=== WHAT IS BEING ASKED ===
Line count for the string "halo" in the records below: report that figure and nothing else.

=== EXERCISE INPUT ===

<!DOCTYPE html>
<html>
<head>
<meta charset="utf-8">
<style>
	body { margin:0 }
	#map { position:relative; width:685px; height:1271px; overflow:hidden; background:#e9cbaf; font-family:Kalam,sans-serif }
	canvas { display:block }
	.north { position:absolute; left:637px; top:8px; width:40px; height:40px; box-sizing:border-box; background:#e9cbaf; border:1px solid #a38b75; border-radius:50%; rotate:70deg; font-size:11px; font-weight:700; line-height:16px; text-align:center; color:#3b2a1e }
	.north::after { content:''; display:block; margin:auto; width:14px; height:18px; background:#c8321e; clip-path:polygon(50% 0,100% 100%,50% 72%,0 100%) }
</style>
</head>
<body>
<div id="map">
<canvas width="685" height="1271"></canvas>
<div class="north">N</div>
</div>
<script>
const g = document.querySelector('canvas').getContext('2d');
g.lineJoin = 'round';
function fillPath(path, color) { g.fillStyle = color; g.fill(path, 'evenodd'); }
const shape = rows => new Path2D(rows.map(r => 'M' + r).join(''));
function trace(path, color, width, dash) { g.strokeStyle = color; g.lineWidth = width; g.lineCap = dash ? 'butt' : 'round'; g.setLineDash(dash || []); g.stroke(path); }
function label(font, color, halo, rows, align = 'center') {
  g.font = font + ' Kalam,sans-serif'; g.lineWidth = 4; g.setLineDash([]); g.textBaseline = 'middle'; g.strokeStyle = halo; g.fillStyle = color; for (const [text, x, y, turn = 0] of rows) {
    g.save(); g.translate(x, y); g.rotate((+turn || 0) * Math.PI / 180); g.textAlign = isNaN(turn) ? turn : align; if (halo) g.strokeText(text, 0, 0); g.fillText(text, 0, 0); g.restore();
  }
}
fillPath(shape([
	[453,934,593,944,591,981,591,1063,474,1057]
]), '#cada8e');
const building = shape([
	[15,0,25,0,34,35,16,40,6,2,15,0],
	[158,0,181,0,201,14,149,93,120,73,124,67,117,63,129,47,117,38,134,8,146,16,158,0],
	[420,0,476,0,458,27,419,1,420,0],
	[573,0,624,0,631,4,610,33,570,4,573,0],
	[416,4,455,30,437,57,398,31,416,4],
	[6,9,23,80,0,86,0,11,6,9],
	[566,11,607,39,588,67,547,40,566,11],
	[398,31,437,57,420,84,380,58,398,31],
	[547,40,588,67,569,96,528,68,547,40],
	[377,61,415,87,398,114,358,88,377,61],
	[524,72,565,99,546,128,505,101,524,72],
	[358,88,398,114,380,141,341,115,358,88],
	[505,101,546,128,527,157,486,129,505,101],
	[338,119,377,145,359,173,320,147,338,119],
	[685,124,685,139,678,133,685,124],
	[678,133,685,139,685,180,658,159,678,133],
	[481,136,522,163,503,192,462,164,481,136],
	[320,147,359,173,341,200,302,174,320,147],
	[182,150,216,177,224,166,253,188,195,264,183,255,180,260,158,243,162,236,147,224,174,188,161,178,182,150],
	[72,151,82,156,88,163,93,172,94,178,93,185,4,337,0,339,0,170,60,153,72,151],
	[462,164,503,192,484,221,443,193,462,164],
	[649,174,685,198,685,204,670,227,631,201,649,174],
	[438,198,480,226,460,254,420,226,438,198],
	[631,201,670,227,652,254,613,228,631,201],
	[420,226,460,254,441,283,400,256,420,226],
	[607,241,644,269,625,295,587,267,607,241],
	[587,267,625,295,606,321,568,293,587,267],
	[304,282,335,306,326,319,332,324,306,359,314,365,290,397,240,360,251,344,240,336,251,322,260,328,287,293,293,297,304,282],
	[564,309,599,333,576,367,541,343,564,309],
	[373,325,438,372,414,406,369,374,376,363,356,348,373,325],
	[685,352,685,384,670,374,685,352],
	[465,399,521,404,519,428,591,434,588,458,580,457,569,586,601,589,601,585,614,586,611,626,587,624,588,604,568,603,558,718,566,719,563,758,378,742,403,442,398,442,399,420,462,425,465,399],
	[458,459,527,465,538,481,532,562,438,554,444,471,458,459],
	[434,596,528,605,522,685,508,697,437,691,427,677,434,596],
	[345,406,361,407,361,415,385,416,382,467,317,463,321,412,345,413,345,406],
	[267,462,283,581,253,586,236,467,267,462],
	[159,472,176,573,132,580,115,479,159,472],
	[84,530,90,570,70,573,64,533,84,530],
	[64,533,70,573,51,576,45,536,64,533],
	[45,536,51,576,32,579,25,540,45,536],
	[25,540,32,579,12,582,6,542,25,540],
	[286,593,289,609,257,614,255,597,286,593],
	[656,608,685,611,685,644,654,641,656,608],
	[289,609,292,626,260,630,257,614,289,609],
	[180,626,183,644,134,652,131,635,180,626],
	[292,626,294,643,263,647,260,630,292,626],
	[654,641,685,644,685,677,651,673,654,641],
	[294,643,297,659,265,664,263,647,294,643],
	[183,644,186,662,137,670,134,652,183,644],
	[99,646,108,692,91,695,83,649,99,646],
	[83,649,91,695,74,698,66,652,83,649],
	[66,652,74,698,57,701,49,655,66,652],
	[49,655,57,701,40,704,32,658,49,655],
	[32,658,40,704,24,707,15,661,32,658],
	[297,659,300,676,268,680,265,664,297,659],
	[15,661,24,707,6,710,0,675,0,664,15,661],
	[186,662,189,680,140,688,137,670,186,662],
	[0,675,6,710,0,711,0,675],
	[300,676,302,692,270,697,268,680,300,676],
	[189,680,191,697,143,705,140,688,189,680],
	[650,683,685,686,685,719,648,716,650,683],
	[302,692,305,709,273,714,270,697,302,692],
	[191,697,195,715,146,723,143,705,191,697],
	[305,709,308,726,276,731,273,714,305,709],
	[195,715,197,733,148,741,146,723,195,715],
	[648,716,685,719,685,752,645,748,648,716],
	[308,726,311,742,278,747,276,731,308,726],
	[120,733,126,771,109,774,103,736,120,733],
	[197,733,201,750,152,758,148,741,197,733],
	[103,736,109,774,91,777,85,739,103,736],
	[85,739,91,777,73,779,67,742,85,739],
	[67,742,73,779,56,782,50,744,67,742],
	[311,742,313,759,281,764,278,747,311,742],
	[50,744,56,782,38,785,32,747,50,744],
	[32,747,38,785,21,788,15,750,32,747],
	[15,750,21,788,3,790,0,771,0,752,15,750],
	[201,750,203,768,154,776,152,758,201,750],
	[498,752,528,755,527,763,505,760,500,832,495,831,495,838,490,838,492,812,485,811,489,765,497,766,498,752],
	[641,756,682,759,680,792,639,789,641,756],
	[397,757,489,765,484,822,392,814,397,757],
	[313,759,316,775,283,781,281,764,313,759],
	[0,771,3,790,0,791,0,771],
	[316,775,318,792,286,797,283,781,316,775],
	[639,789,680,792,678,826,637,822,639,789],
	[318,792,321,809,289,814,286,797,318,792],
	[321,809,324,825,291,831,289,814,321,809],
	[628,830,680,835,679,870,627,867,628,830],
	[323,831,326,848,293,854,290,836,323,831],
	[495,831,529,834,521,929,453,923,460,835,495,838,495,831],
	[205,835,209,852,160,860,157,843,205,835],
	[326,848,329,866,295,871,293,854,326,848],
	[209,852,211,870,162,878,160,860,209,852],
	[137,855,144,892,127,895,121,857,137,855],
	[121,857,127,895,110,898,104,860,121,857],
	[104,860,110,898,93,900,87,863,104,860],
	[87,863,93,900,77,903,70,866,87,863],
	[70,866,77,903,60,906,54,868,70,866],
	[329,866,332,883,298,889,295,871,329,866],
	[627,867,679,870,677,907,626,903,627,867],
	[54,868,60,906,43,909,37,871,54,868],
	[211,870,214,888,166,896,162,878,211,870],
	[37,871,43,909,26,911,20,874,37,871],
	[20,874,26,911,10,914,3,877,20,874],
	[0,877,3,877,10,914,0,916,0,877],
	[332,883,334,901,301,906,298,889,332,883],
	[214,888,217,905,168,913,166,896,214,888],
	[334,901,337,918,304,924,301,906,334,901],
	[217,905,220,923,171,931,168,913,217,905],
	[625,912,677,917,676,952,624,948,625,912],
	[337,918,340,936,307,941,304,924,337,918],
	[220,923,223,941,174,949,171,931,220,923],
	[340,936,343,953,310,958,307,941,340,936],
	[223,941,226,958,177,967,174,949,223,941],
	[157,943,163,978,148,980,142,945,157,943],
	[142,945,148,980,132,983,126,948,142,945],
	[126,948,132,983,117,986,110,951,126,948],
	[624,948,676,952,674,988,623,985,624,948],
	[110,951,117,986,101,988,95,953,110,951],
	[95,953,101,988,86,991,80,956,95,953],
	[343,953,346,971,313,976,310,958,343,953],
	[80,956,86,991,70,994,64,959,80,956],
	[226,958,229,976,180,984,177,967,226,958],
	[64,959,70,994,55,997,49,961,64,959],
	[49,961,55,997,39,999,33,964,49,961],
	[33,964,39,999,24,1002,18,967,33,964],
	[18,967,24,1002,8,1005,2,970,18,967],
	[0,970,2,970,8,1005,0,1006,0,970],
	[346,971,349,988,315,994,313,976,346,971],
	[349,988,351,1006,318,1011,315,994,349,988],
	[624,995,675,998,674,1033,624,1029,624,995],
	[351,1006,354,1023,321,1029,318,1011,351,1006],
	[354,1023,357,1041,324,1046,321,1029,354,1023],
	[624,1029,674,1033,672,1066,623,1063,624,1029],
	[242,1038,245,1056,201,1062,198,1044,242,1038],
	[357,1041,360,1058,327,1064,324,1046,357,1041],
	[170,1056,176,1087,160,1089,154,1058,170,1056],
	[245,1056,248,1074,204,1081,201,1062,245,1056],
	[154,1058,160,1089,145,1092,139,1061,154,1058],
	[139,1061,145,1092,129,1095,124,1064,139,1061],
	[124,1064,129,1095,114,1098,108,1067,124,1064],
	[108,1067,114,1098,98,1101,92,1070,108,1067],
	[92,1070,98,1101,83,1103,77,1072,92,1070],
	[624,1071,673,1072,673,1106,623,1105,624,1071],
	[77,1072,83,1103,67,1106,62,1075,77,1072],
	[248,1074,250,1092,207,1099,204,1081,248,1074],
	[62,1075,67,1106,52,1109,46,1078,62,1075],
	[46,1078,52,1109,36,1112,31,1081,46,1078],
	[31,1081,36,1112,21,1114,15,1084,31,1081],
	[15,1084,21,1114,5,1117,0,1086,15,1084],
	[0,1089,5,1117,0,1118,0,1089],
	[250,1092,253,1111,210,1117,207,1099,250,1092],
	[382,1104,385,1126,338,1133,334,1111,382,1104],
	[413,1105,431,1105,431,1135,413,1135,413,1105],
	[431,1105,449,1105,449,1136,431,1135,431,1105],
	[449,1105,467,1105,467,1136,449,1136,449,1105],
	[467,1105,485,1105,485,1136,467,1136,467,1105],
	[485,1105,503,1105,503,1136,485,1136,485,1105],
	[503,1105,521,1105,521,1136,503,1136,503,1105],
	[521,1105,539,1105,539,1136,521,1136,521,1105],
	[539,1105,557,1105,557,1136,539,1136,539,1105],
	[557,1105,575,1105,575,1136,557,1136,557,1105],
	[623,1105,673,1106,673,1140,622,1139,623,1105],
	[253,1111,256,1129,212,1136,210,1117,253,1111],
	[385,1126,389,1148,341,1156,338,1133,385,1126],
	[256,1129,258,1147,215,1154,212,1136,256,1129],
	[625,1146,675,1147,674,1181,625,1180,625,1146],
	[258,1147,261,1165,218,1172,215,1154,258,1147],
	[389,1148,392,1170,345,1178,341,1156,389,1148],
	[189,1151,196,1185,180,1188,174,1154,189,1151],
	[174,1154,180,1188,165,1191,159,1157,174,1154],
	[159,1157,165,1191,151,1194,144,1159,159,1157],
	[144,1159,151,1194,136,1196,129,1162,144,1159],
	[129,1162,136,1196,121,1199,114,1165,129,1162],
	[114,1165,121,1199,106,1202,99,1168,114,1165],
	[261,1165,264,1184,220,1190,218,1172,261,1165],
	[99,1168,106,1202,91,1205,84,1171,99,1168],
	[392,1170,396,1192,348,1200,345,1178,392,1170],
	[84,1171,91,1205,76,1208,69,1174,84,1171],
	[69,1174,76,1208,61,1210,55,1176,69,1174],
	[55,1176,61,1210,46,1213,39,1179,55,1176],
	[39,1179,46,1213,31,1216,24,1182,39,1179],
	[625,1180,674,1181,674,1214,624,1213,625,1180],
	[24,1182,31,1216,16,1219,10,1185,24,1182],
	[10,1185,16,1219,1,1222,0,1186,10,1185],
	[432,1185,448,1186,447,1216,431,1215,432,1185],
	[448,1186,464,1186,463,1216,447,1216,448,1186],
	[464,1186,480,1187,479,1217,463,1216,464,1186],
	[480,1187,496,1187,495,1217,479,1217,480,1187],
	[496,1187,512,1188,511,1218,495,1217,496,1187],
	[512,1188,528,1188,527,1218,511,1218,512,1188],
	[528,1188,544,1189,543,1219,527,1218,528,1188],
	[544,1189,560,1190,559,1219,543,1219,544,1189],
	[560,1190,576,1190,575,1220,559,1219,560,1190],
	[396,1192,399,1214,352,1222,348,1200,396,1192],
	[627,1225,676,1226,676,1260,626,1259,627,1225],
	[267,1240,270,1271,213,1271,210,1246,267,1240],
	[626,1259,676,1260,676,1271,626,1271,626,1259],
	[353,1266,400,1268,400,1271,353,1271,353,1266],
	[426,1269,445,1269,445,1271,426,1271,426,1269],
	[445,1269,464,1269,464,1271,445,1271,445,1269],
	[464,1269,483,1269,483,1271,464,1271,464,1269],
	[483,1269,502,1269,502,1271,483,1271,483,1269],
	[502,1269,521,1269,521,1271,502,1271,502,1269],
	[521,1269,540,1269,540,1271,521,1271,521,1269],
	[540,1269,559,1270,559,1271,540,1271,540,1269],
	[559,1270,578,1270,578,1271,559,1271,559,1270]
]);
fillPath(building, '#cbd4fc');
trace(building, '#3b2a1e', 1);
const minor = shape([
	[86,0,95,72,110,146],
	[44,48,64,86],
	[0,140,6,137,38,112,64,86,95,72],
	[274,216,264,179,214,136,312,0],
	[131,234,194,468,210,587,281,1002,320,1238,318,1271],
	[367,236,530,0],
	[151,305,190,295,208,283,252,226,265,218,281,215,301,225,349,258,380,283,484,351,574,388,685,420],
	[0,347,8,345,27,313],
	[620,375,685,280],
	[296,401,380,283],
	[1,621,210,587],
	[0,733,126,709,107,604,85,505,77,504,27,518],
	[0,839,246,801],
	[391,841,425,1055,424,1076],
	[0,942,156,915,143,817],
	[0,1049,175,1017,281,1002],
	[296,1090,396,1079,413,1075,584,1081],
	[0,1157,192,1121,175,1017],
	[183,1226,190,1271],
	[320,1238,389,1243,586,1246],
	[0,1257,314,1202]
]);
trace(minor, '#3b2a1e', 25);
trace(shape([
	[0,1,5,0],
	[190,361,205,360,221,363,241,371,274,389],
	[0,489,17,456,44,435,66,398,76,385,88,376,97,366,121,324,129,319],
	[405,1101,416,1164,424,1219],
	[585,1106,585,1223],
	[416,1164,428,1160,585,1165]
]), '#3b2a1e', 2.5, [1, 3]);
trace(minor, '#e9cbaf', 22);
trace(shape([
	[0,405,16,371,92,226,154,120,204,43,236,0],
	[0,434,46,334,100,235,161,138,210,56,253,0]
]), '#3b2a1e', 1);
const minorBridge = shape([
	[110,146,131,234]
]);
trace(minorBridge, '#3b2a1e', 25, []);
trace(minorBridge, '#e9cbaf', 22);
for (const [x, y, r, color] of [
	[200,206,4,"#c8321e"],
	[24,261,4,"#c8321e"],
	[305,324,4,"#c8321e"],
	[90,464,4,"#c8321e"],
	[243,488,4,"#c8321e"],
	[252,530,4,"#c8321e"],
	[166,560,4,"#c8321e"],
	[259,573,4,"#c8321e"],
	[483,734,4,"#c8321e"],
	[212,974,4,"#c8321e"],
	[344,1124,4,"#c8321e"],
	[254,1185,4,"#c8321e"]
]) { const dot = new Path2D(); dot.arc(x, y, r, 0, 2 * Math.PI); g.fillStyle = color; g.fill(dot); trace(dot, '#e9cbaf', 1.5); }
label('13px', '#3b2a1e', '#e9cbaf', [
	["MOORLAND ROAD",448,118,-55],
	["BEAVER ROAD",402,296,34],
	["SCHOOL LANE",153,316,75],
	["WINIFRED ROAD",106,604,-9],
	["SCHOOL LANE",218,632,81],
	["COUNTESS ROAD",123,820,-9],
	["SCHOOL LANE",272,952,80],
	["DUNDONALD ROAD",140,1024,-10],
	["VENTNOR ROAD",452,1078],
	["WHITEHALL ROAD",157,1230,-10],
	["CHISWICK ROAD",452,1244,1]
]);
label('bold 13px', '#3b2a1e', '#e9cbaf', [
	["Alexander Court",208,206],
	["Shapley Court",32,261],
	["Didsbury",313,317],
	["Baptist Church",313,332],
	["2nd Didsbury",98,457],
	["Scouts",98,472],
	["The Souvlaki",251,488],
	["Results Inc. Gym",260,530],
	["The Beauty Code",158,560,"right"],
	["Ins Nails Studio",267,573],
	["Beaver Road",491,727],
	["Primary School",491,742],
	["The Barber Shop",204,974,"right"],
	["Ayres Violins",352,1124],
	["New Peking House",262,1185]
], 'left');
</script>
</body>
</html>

=== REPLY TO THE EXERCISE ===
3